Let me see redemption win. 

My heart is an ocean and the waves ebb and flow, the salty water stings against wounds that I still haven't let the King heal. My heart still holds remnants of brokenness and hurts that resurface in the strangest of ways.

 One part of my ocean is calm and there is happiness on the shore. The sun is shining and there is joy and laughter and growth. There is newness and love and life-

 but on the other side the storm clouds still hold heavy, pulling the tides closer and closer to my sandcastle that I've built so high. There is pride in my sand castle, it is strong. It is my greatest accomplishment. I show the people, "See, look what I've built. Look what I've done. Look at who I am."
"We can rebuild," the King whispers in my ear. He is trustworthy, He always has been since I've given him the throne of my heart. And yet, it is so hard to believe that we could rebuild this. He reminds me of the other side of the ocean. We rebuilt that together. He reminds me how tragic that shore had once looked and now their was joy. 
"Give me this side too." The King says. 
If he is truly my King, I would let him have this part of my ocean too. 
I say okay.
As if on cue, the wave comes and crashes around my castle that I have carefully built. As I watch it crumble, I realize it's strength was a facade, a simple lie held together by beauty and words. I turn and hide my head in my King's chest. I grab a fistful of his shirt as I let the tears flow again, because surrender is so hard and so relieving at the same time. I lean on his strength, I rest in His arms. I let Him hold me.
He lifts me and carries me back to the other beach. "Rest here, trust me to rebuild." 
How can I trust him to do this?? How can I give him the thing that I have been waiting for so long? How do I trust him when all I can say is, "let me see redemption win!"
How do I trust him when all the things I thought were okay are not?

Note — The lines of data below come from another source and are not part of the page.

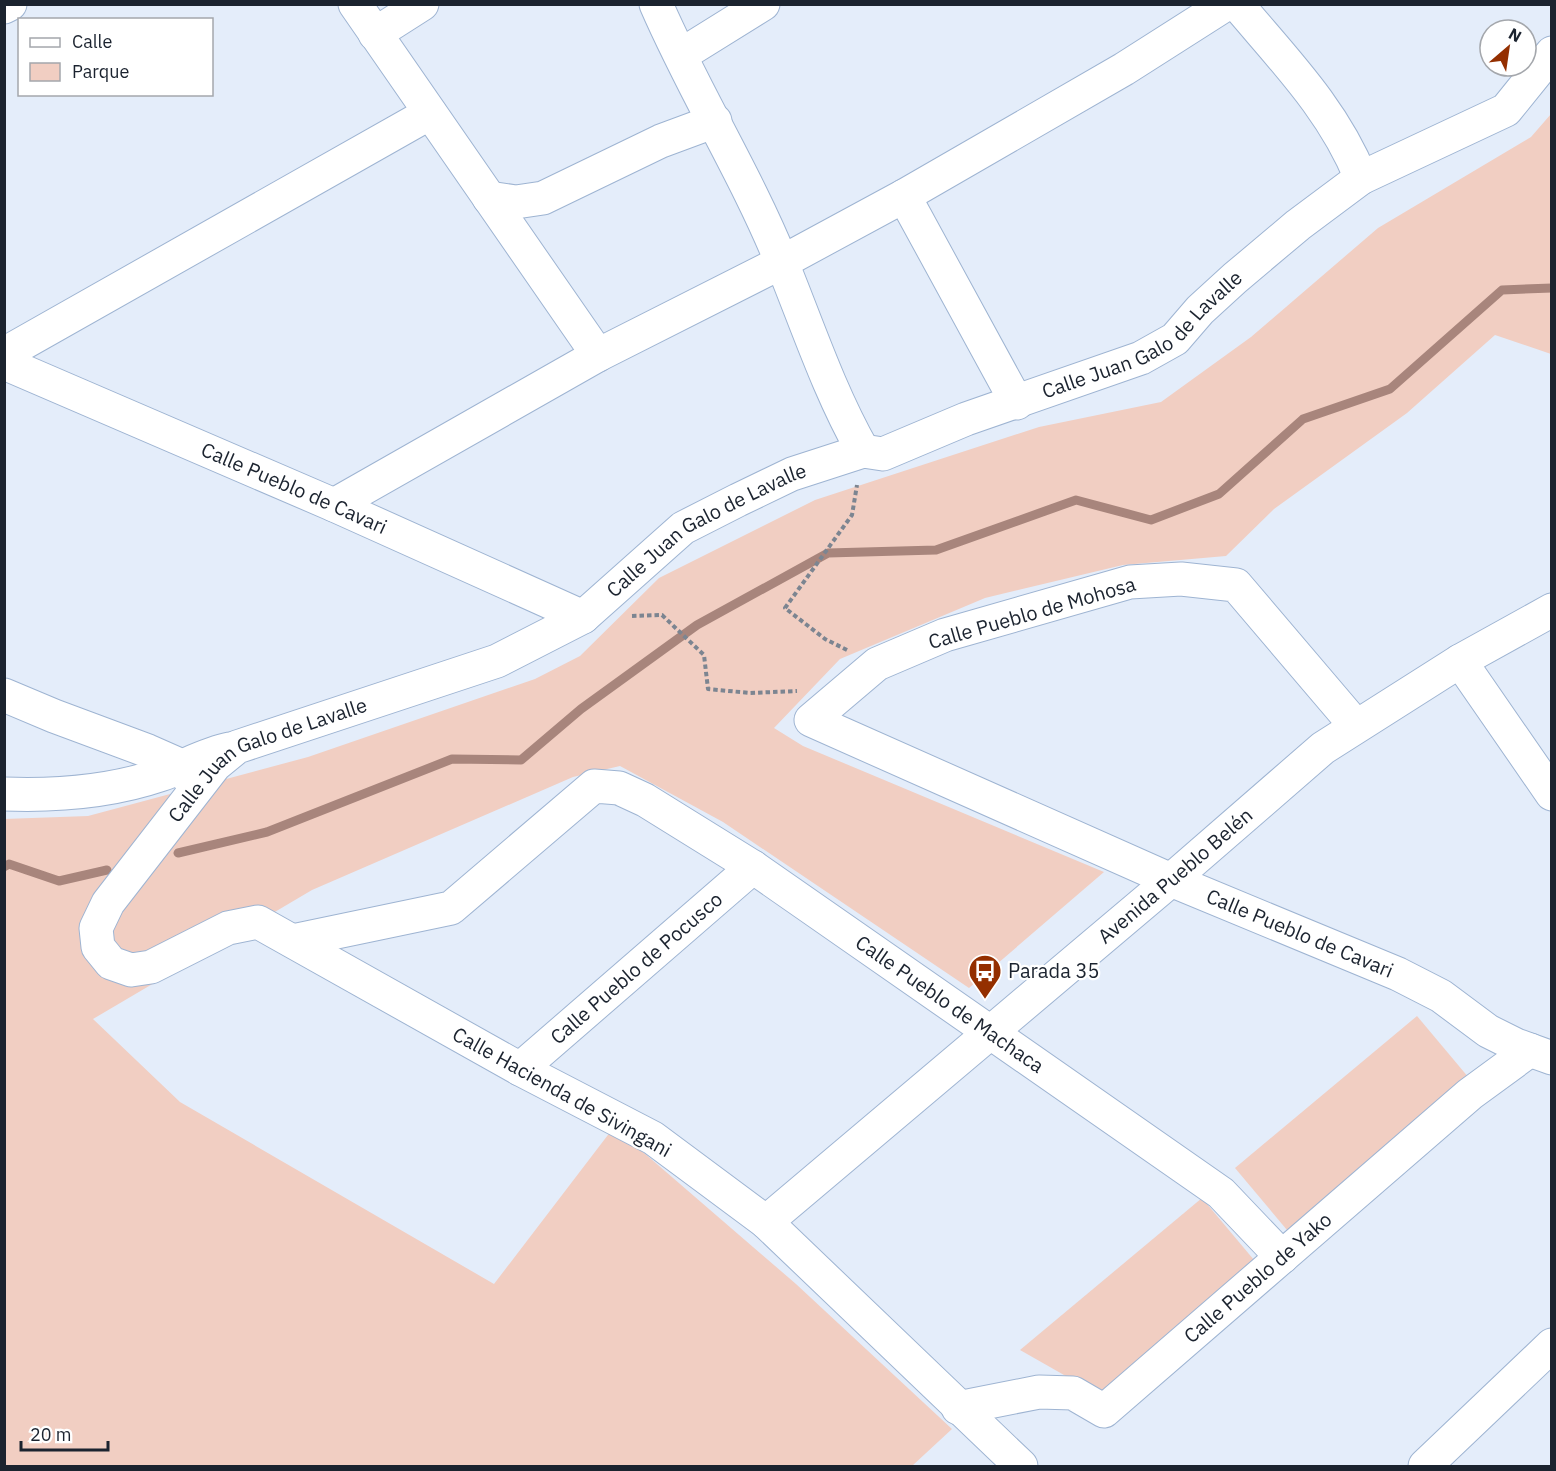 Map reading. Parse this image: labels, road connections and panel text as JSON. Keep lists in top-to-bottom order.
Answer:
{
  "streets": {
    "street": [
      "Calle Juan Galo de Lavalle",
      "Calle Pueblo de Cavari",
      "Calle Pueblo de Mohosa",
      "Avenida Pueblo Belén",
      "Calle Pueblo de Pocusco",
      "Calle Pueblo de Machaca",
      "Calle Hacienda de Sivingani",
      "Calle Pueblo de Yako"
    ]
  },
  "crossings": [
    ["Calle Juan Galo de Lavalle", "Calle Pueblo de Cavari"],
    ["Calle Juan Galo de Lavalle", "Calle Pueblo de Machaca"],
    ["Calle Juan Galo de Lavalle", "Calle Hacienda de Sivingani"],
    ["Calle Pueblo de Cavari", "Calle Pueblo de Mohosa"],
    ["Calle Pueblo de Cavari", "Avenida Pueblo Belén"],
    ["Calle Pueblo de Cavari", "Calle Pueblo de Yako"],
    ["Calle Pueblo de Mohosa", "Avenida Pueblo Belén"],
    ["Avenida Pueblo Belén", "Calle Pueblo de Machaca"],
    ["Avenida Pueblo Belén", "Calle Hacienda de Sivingani"],
    ["Calle Pueblo de Pocusco", "Calle Pueblo de Machaca"],
    ["Calle Pueblo de Pocusco", "Calle Hacienda de Sivingani"],
    ["Calle Pueblo de Machaca", "Calle Hacienda de Sivingani"],
    ["Calle Pueblo de Machaca", "Calle Pueblo de Yako"],
    ["Calle Hacienda de Sivingani", "Calle Pueblo de Yako"]
  ],
  "places": {
    "bus stop": ["Parada 35"]
  },
  "legend": ["Calle", "Parque"],
  "scale_bar": "20 m",
  "north": "top right"
}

This is familiar territory, this place with secret hurts and walls that I still possess. This place that I find myself in is so familiar. That's how I can trust him. That's it.
I've seen this before, I've done this before. I've known this place.
He was faithful before, He will be faithful again. I look at the place where my sandcastle once stood, and I sigh. All I see now is the sand sparking in the sunset as if I hadn't slaved for so long to protect one last part of me.
I breathe out trust.

Let me see redemption win.
"I will show you, daughter, in a new, unexpected way. I will show you in the way you are not expecting. Let me be the redeemer. And you will see redemption win."